Aleksei A. Navalny, a Russian anticorruption activist, would have no real chance of defeating President Vladimir V. Putin in an election. The authorities have cast him as an utterly irrelevant showboat. But on Monday the Kremlin barred him from running for president in March. Then on Tuesday, threatening legal action, it warned him against organizing a boycott of the election. In one surreal turn after another, the Russian authorities have dismissed Mr. Navalny, a charismatic and canny street politician, as a nonentity — and then have done everything in their power to make sure that is the case. The boycott warning came from Mr. Putin’s spokesman, and was issued the same day the president, who has been in power for almost 18 years, was formally nominated to seek a fourth term.
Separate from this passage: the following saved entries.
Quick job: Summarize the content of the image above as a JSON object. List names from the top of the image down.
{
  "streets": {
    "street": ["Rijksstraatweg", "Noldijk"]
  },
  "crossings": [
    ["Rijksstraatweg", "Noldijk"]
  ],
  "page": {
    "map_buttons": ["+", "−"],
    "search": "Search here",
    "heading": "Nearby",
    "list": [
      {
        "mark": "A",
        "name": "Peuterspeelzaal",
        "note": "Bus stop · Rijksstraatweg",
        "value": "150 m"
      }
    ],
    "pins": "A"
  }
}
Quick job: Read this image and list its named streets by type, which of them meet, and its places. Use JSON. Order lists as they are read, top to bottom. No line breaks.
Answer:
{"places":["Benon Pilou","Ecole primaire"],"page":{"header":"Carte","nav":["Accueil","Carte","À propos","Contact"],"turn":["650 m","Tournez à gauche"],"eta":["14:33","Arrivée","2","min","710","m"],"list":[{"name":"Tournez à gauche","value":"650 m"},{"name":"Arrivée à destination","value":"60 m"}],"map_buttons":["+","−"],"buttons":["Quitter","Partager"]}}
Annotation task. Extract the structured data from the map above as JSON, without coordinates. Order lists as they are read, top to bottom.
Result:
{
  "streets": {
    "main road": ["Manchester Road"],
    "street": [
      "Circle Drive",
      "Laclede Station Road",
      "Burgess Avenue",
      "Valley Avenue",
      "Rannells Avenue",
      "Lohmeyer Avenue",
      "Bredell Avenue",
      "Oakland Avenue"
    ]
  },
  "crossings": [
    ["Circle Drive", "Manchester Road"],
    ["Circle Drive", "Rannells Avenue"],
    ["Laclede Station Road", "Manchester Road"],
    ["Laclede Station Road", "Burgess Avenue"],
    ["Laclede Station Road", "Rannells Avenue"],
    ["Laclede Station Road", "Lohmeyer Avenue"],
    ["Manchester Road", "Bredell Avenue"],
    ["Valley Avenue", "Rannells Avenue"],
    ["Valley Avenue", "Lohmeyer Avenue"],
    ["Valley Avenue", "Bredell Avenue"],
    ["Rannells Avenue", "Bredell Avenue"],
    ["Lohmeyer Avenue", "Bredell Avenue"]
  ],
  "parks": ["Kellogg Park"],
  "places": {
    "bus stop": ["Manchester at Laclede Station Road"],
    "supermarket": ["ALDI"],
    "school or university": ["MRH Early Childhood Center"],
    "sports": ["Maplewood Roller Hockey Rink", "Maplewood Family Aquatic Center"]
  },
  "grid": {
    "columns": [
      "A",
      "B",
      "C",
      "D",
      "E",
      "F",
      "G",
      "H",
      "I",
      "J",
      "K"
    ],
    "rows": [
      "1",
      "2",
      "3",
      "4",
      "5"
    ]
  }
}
In barring Mr. Navalny from running, the Central Election Commission cited his suspended prison sentence in a fraud case. The activist, backed by the European Court of Human Rights and the Council of Europe, has denounced the prosecution as politically motivated.
Mr. Navalny’s exclusion from the March election “casts a serious doubt on political pluralism in Russia and the prospect of democratic elections next year,” the European Union’s foreign service said in a statement on Tuesday.
“We won’t have an election because Vladimir Putin is horribly afraid — he sees a threat in competing with me,” Mr. Navalny, 41, said in a video that, anticipating the decision to bar him, he recorded before the ban was announced. “The process in which we are called to participate is not a real election. It will feature only Putin and the candidates which he has personally selected.”